Registers r16 (IP0) and r17 (IP1) may be used by a linker as a scratch register between a routine and any subroutine it calls. They can also be used within a routine to hold intermediate values between subroutine calls.
The role of register r18 is platform specific. If a platform ABI has need of a dedicated general purpose register to carry inter-procedural state (for example, the thread context) then it should use this register for that purpose. If the platform ABI has no such requirements, then it should use r18 as an additional temporary register. The platform ABI specification must document the usage for this register.
SIMD
The ARM 64-bit architecture also has a further thirty-two registers, v0-v31, which can be used by SIMD and Floating-Point operations. The precise name of the register will change indicating the size of the access.
Note: Unlike in AArch32, in AArch64 the 128-bit and 64-bit views of a SIMD and Floating-Point register do not overlap multiple registers in a narrower view, so q1, d1 and s1 all refer to the same entry in the register bank.
The first eight registers, v0-v7, are used to pass argument values into a subroutine and to return result values from a function. They may also be used to hold intermediate values within a routine (but, in general, only between subroutine calls).
Registers v8-v15 must be preserved by a callee across subroutine calls; the remaining registers (v0-v7, v16-v31) do not need to be preserved (or should be preserved by the caller). Additionally, only the bottom 64-bits of each value stored in v8-v15 need to be preserved; it is the responsibility of the caller to preserve larger values.
The answers of CesarB and Pavel provided quotes from AAPCS, but open issues remain. Does the callee save r9? What about r12? What about r14? Furthermore, the answers were very general, and not specific to the arm-eabi toolchain as requested. Here's a practical approach to find out which register are callee-saved and which are not.
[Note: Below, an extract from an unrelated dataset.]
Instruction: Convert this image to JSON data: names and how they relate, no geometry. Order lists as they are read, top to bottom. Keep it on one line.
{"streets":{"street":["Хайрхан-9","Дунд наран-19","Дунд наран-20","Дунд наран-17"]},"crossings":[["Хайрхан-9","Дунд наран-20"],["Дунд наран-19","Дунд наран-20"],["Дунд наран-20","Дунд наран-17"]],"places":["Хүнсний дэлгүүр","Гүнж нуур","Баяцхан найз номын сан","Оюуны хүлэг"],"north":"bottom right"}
The following C code contain an inline assembly block, that claims to modify registers r0-r12 and r14. The compiler will generate the code to save the registers required by the ABI.
void foo() {
asm volatile ( "nop" : : : "r0", "r1", "r2", "r3", "r4", "r5", "r6", "r7", "r8", "r9", "r10", "r11", "r12", "r14");
}
Use the command line arm-eabi-gcc-4.7 -O2 -S -o - foo.c
and add the switches for your platform (such as -mcpu=arm7tdmi for example).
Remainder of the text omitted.